Of course, Yaiba: Ninja Gaiden Z is a videogame—and above narrative or characters or visual splendor, gameplay is the first and biggest priority. While the game shares some similarities with the series it spun off from—Ninja Gaiden—it also manages to have its own sense of identity. Yaiba’s tale is more over the top and grandiose than Ryu’s, feeling more along the “stylish action” lines of a DmC or Bayonetta in terms of how combat flows. At first, our anti-hero’s move set is limited, but an RPG-esque skill tree will allow players to unlock new abilities, longer combo strings, or other character-boosting options.
Yaiba also feels more nimble than his rival. In my relatively short hands-on time with the game, I encountered a few level sections where I had to bounce between walls or grapple onto scenery to swing myself into the next relevant area. Unfortunately, these sections were a bit of a mixed bag in the build that I played. While they serve as a break from combat and add some extra bits of platforming-style drama, the placement of target jump points or the camera itself made navigation harder than it should have been at times. Talking to Davis, the team is still working to fine-tune much of what’s currently presented in Yaiba—so I’m hoping any roughness in this regard is smoothed out by the time the game goes final.
It won’t just be killin’ and swingin’ on tap for players however, as moments of puzzle solving will also be sprinkled throughout the game.
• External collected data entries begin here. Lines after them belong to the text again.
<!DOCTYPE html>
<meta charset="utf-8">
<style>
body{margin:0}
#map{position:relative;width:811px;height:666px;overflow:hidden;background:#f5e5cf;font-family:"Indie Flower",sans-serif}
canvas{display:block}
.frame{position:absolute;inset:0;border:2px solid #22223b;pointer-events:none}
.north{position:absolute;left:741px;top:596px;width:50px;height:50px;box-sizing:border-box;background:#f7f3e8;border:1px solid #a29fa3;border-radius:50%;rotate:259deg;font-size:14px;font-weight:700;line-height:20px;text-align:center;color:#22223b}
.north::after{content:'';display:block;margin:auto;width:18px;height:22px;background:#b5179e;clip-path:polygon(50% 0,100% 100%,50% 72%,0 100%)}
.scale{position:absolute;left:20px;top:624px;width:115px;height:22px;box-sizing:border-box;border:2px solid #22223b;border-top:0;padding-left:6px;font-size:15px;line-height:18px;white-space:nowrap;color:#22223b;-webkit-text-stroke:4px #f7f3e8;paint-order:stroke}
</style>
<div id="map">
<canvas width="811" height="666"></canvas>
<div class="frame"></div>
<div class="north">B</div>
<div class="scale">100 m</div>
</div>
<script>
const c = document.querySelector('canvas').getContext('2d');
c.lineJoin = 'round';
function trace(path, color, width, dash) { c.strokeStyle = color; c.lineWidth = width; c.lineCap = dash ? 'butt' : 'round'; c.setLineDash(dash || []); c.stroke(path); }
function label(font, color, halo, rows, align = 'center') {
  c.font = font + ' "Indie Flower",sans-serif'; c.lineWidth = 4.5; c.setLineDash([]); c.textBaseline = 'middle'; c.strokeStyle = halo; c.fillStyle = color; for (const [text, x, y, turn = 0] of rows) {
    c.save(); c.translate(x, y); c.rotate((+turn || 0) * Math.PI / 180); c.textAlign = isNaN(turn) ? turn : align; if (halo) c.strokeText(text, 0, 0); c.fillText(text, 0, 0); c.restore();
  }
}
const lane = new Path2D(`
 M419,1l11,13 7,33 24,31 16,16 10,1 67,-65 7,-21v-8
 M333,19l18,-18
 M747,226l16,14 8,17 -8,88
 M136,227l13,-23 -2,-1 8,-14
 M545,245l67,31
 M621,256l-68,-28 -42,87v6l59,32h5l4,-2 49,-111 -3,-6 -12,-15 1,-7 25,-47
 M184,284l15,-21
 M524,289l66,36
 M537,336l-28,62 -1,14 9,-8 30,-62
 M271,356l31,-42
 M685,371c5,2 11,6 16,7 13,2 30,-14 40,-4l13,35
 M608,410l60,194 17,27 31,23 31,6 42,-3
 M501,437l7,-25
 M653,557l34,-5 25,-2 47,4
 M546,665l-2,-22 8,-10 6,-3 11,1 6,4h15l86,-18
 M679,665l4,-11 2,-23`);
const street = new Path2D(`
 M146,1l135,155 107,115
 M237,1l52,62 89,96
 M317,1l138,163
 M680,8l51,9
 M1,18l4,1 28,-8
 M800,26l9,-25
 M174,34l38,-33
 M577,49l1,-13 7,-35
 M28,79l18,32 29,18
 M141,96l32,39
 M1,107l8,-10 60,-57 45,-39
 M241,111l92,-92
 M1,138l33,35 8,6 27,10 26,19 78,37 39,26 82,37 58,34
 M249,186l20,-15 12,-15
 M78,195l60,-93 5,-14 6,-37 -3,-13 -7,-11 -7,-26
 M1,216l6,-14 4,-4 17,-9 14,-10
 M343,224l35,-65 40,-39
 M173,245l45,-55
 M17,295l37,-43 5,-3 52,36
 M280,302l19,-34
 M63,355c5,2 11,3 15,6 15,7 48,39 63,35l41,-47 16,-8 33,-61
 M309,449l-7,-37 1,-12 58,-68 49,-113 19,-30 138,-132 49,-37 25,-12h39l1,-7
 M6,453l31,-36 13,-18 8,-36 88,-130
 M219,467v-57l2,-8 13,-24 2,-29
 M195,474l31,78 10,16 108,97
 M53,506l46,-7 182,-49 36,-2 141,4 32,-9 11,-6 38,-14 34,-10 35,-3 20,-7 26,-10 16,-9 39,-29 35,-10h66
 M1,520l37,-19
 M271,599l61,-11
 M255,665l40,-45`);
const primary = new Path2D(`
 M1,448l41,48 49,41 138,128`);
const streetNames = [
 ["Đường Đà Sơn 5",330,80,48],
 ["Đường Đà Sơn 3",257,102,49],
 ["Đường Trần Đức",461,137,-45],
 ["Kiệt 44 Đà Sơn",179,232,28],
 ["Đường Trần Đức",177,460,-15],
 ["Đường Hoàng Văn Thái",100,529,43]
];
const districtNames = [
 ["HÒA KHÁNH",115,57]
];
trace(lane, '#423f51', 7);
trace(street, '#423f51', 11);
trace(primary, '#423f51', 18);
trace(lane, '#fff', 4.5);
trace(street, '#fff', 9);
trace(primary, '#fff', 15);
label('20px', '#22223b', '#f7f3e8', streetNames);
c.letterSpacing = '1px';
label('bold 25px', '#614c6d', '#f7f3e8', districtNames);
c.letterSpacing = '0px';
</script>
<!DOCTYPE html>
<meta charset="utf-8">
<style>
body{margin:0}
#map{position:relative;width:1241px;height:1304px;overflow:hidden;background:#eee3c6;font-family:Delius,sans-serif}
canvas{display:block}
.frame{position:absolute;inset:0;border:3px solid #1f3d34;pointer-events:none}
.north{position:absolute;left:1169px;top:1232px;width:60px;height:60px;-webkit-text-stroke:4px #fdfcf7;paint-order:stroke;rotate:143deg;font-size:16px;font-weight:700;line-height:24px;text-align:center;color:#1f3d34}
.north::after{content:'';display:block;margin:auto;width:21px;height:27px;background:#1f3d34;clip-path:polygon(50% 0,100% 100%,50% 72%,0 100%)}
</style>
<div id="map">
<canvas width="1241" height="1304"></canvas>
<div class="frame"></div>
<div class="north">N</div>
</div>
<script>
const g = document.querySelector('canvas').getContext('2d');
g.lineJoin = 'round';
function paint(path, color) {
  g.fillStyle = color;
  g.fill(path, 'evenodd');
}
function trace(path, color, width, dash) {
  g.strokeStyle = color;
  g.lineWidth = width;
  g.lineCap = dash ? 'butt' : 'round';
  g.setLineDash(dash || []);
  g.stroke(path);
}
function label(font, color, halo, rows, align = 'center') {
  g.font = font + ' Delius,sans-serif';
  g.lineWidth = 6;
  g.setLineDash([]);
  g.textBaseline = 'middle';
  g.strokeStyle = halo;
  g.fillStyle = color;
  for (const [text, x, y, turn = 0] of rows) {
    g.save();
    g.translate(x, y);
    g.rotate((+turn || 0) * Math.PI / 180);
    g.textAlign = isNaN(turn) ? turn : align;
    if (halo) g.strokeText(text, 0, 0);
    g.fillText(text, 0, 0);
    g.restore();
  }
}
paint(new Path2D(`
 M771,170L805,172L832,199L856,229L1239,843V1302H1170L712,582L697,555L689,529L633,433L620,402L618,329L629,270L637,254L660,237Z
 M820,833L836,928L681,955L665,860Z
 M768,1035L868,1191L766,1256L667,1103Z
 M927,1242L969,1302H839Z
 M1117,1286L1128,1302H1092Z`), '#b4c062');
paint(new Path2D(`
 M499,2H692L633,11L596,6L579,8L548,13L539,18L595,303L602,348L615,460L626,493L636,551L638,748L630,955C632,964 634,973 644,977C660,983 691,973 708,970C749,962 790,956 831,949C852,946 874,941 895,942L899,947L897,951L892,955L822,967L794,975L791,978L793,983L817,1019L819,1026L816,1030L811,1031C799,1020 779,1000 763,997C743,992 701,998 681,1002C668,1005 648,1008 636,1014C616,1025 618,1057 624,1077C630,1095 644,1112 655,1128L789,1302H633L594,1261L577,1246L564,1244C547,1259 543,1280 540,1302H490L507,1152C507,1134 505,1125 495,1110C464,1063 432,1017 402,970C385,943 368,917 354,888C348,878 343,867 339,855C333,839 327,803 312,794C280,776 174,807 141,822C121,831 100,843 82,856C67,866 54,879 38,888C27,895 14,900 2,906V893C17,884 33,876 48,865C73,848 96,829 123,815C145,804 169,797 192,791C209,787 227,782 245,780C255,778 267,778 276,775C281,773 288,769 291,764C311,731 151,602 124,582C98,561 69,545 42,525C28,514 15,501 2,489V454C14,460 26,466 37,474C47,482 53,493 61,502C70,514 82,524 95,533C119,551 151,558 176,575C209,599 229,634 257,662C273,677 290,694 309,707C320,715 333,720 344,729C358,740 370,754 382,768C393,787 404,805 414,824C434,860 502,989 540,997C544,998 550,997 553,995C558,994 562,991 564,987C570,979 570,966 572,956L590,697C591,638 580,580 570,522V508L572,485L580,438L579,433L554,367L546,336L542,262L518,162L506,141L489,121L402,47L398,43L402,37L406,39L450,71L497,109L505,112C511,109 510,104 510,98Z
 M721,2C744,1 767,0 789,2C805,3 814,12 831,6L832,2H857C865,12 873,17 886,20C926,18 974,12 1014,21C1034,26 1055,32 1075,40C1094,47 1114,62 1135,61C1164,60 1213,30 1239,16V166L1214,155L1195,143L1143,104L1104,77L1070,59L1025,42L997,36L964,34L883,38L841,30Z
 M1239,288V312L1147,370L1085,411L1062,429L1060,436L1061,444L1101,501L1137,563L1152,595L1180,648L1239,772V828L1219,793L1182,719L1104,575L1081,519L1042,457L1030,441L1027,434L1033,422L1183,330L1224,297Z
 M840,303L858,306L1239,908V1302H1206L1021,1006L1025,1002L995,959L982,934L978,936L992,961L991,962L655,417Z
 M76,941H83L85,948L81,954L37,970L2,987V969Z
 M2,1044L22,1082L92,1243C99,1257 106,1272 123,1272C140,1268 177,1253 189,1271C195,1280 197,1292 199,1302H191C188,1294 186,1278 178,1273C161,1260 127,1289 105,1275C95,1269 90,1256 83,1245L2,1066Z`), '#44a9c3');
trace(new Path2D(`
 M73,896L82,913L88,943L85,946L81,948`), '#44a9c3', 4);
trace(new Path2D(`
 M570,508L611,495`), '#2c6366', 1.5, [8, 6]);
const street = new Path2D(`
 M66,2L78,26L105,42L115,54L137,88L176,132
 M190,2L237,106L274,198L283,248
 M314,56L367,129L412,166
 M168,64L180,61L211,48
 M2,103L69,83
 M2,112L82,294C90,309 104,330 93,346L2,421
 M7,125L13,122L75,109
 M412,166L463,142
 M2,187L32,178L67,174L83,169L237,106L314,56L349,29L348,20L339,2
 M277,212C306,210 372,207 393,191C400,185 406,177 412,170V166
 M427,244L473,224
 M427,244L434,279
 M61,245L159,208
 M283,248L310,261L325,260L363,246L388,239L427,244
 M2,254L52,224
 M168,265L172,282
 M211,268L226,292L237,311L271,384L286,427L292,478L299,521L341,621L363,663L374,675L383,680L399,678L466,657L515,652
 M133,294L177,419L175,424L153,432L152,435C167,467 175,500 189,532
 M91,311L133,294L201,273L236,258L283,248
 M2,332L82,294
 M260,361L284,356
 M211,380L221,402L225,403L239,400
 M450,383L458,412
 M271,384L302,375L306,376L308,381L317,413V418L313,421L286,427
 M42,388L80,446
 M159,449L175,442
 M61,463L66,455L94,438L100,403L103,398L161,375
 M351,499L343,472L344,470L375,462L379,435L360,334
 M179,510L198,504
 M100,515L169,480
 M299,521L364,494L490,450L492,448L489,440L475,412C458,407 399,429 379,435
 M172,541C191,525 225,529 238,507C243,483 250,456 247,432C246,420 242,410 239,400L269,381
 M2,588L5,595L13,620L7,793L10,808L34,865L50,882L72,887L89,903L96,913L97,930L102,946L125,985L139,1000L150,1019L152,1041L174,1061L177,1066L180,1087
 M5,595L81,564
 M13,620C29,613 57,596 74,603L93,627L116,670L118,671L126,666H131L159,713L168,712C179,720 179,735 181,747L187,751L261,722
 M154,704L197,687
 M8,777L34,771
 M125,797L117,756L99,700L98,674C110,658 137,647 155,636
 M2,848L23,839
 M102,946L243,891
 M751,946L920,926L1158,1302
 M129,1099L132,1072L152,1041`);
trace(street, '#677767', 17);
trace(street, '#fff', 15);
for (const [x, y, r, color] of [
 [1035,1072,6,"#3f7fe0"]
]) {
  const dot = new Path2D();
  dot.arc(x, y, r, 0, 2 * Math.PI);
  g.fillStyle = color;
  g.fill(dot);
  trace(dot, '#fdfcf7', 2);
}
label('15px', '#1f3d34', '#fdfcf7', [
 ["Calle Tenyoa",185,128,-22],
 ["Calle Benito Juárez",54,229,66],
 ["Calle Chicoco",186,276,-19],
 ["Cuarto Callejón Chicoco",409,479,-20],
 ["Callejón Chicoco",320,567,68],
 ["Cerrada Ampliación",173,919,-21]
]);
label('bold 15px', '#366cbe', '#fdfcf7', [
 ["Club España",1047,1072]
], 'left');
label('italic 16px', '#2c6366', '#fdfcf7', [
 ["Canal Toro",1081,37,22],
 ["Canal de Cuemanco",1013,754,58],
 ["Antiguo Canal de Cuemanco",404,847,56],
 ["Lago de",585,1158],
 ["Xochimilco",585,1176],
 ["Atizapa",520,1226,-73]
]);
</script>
I got a chance to check out some of the elemental-based challenges, where zombies of different properties must be used (and abused) in order to continue chasing after Hayabusa. In one, a bile-type walker was thrown into a chain link fence, with the impact causing said fence to instantly crystalize—making it susceptible to being destroyed. Shortly after, a zombie who had gotten too close to a running generator was used to restart a train’s engine via the sparks emanating from his (her?) body.
That last solution provided a sampling of the light-hearted nature the developers are trying to keep for Yaiba. Once the train kicks back on, a zombie wakes up at the controls. Donning a trademark conductor’s hat, he throws open the train’s doors, allowing a flood of fellow undead to climb aboard before whisking them away into the distance.
“It’s a contrasting philosophy,” noted Davis. “We want to have the sort of over-the-top, gonzo visual and thematic side, but also have that technical side to Yaiba. We’re walking a razor’s edge here—but at the same time, there isn’t a single part of this where we weren’t having fun with these themes, or using them to our advantage to wink at the player or have a good time.”
While Davis might be trying to explain to me the virtues of having “fun” when developing a game, there’s something very serious at the core of Yaiba’s development that I take issue with: the fact that we’ve got a bunch of Americans working on a game about ninjas.
“Well, I think Yaiba’s a very different type of ninja,” Davis assured me. “He’s the guy who sort of fell out of this whole hierarchy of very strict ninja training, ways of behaving, and things like that. In a way, Yaiba’s almost our development team here. When you think of the perspective, [and his interactions with] the ninja realm, he’s bringing something that’s entirely different. Something that they’ve never seen before. So, that’s sort of our philosophy.”
So—something with the same accuracy of, say, Beverly Hills Ninja, I ask, still unconvinced.
“Something like that, definitely,” said Davis between laughs.